Aim of the exercise: Copy, from the material below, each line that contains the word "list".

Extracted data:
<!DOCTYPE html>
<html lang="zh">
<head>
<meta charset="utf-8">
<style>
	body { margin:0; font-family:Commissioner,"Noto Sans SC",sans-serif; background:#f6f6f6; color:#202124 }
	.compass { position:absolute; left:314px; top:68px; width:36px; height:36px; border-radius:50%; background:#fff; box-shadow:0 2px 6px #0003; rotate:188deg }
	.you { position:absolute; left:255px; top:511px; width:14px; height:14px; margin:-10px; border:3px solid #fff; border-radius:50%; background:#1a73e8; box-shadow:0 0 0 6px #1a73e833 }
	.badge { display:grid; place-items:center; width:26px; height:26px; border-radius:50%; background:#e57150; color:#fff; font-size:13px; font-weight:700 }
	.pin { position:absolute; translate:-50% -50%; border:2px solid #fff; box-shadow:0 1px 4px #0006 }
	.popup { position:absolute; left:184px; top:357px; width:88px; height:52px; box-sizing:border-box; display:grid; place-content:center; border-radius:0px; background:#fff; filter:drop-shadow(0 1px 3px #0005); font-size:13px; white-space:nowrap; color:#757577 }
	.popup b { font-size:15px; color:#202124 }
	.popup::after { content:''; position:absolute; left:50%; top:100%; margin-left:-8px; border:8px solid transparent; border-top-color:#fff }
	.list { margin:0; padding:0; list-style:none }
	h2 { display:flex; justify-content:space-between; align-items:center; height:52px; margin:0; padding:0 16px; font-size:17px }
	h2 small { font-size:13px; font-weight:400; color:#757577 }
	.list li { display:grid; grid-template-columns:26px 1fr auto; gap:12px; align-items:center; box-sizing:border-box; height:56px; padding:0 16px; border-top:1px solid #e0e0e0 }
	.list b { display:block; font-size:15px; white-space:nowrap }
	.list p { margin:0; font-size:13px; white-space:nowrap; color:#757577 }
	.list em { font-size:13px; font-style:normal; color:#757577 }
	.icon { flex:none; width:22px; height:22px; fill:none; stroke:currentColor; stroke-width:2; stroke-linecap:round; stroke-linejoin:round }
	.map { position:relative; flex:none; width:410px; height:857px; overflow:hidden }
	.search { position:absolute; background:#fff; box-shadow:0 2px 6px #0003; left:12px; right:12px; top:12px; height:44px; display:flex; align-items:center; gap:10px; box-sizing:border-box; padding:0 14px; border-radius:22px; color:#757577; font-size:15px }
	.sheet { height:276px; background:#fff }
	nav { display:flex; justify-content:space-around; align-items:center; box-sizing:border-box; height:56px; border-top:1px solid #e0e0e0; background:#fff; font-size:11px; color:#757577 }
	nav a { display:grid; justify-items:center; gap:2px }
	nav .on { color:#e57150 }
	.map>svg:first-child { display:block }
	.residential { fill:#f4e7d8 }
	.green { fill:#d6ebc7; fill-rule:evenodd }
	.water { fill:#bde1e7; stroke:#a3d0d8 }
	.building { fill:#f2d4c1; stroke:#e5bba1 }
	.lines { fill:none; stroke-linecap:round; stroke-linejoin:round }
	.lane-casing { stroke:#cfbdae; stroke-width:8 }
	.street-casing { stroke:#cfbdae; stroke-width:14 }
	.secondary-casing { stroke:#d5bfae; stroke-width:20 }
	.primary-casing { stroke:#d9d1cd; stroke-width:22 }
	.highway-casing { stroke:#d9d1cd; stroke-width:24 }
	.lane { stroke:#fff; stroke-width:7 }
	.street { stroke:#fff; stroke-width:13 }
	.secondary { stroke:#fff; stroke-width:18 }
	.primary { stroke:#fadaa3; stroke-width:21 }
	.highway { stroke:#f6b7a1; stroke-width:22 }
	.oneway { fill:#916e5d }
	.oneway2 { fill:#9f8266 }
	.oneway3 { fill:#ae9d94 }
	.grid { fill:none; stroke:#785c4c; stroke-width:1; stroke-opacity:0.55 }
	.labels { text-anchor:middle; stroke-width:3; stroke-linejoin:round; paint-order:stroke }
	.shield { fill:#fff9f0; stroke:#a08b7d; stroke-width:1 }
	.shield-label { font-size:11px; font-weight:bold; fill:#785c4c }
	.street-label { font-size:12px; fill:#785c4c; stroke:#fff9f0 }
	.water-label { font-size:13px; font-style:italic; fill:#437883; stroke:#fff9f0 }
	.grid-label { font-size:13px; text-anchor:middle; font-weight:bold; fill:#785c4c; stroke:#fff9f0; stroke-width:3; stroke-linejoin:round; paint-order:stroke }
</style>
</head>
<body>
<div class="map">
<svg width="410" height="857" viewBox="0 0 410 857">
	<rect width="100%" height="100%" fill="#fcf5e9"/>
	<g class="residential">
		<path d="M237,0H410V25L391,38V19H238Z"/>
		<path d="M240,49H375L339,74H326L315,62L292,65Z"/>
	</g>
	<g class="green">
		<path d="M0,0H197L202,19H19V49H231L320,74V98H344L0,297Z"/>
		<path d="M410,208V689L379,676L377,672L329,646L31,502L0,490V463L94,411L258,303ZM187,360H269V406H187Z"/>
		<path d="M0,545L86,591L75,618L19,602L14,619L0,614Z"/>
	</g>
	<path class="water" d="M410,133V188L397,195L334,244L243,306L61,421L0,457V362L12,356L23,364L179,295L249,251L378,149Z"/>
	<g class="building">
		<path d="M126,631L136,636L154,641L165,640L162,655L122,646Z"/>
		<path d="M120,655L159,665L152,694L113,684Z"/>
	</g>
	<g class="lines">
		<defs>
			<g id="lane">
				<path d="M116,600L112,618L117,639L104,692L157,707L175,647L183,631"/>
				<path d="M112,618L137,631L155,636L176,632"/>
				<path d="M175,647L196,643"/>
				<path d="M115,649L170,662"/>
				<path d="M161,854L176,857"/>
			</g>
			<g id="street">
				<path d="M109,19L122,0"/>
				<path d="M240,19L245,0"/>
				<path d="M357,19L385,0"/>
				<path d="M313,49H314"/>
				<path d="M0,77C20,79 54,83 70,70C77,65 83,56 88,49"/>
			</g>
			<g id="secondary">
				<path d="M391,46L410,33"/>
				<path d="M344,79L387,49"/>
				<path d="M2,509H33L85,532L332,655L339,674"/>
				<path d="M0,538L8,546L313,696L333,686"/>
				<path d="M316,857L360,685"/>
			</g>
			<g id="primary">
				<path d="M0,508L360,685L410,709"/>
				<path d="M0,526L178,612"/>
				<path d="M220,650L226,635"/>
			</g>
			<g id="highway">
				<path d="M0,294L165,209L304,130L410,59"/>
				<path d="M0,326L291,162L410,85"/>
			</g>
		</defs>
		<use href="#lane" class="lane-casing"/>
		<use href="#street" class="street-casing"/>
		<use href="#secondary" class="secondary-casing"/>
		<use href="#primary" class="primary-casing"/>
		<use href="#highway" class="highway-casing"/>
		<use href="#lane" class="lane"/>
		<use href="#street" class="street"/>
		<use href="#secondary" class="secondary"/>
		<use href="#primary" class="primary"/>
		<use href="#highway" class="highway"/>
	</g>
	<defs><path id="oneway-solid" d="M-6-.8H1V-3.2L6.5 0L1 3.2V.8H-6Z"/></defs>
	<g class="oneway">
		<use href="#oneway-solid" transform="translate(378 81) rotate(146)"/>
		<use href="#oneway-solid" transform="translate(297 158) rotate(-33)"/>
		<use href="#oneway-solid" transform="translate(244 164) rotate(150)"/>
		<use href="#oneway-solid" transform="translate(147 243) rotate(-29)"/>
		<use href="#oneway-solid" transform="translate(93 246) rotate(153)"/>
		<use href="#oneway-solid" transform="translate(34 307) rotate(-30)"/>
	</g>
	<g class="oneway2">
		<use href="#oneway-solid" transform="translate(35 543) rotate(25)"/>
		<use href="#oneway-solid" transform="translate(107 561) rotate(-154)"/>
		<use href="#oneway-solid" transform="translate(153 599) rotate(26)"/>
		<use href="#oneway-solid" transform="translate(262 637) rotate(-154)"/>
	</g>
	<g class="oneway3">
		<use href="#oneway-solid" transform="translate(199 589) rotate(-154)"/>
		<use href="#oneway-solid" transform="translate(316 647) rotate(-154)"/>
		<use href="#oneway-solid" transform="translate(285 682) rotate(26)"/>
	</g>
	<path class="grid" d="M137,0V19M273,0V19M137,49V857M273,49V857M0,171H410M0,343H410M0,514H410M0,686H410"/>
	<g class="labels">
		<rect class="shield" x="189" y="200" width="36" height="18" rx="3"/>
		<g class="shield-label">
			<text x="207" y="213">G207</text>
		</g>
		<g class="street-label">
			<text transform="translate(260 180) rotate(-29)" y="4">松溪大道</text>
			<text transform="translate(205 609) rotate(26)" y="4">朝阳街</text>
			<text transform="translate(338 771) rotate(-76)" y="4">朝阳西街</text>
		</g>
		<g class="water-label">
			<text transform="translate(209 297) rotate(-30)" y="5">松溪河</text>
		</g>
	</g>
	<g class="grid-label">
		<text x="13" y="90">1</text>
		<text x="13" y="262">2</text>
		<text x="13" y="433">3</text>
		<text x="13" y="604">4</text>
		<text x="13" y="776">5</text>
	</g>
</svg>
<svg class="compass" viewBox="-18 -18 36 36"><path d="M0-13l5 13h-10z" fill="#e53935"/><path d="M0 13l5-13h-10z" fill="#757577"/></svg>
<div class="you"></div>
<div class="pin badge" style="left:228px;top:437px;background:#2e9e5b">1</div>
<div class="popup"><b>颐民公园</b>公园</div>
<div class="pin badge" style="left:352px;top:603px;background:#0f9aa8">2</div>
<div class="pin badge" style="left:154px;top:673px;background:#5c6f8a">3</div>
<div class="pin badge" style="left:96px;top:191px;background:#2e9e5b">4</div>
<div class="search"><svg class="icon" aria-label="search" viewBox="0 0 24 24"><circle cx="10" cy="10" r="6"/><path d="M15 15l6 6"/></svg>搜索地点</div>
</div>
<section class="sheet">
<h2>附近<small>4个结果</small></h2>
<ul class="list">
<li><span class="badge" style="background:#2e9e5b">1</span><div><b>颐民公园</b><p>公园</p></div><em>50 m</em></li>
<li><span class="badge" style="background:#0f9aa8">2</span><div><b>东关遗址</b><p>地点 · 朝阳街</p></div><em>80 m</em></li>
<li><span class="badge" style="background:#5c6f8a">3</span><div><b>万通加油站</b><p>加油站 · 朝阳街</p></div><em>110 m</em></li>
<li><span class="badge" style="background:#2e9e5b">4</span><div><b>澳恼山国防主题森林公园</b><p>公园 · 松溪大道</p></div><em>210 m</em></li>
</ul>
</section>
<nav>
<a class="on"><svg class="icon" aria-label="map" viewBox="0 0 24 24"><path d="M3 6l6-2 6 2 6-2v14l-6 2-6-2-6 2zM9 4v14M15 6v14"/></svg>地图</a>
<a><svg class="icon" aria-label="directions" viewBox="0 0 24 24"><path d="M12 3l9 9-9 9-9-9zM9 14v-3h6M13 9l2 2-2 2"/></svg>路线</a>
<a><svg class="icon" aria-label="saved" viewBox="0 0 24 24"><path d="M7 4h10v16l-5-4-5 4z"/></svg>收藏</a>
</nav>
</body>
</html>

Solution below:
	.list { margin:0; padding:0; list-style:none }
	.list li { display:grid; grid-template-columns:26px 1fr auto; gap:12px; align-items:center; box-sizing:border-box; height:56px; padding:0 16px; border-top:1px solid #e0e0e0 }
	.list b { display:block; font-size:15px; white-space:nowrap }
	.list p { margin:0; font-size:13px; white-space:nowrap; color:#757577 }
	.list em { font-size:13px; font-style:normal; color:#757577 }
<ul class="list">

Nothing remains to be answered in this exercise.